Employers have the right to do this in the 21 states where state law does not prohibit it. In the 29 states where state law says that employers cannot do this, they will be punished if they try.

Michigan and California are among those 21 states.

Employers have the right to fire employees there for smoking off duty.
But then, of course, employees in those states, and every other state, have the right to organize themselves into unions while ON duty, and the employer cannot fire them for that.

So, if this has to come down to a battle of rights, I'd humbly suggest that employers are going to end up getting the bad end of the baseball bat here. Firing employees is a right if they are not doing something protected by law. Smoking at home is not protected by law. But organizing a union at work, on company time, IS protected by law.

And this is precisely the sort of petty and abusive behavior by employers, as it becomes widespread, that has the real potential to rejuvenate the union movement.

Is that what we want?
Sure, employers have a great number of rights to hire and fire. But no rights are unlimited. All rights are subject to limitation when they start being abused.

Firing people for smoking in their off-duty time, or being a tad overweight, is abusive. It pisses people off. Even people who haven't heard about it.
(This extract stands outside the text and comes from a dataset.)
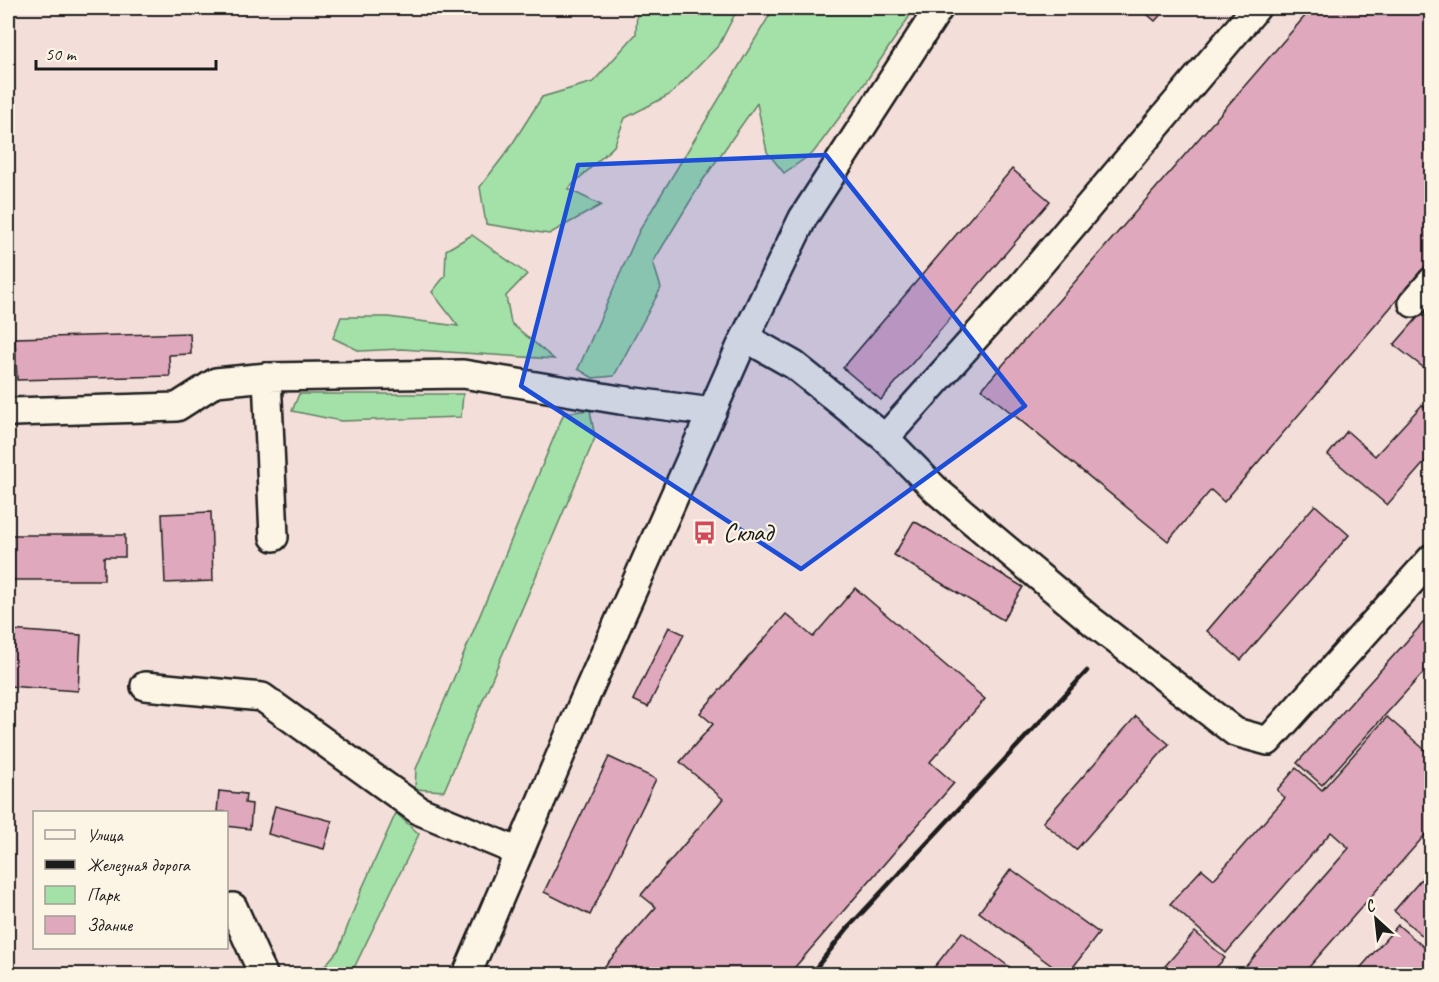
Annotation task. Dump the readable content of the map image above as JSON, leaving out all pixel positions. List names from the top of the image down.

So, here we are, with nice momentum in the conservative revolution, and some jackass employers pull a stunt like this which is just BOUND to produce a nasty backlash.

Is that what we need?
These abusive employers need to be slapped down, hard and fast, or the People are going to get mad and start imposing more rules. With every right comes responsibility. Employers have been given tremendous latitude in hiring and firing. The democracy and the courts, and unions, can take those rights away and cut them back if the People get mad enough. And believe you me this sort of intervention in people's private lives is making a lot of people mad, now that it's out in the open.

This is a fight that we conservatives are not going to win, and trying to fight it is going to damage us.


49 posted on 01/28/2005 12:10:10 PM PST by Vicomte13 (La nuit s'acheve!)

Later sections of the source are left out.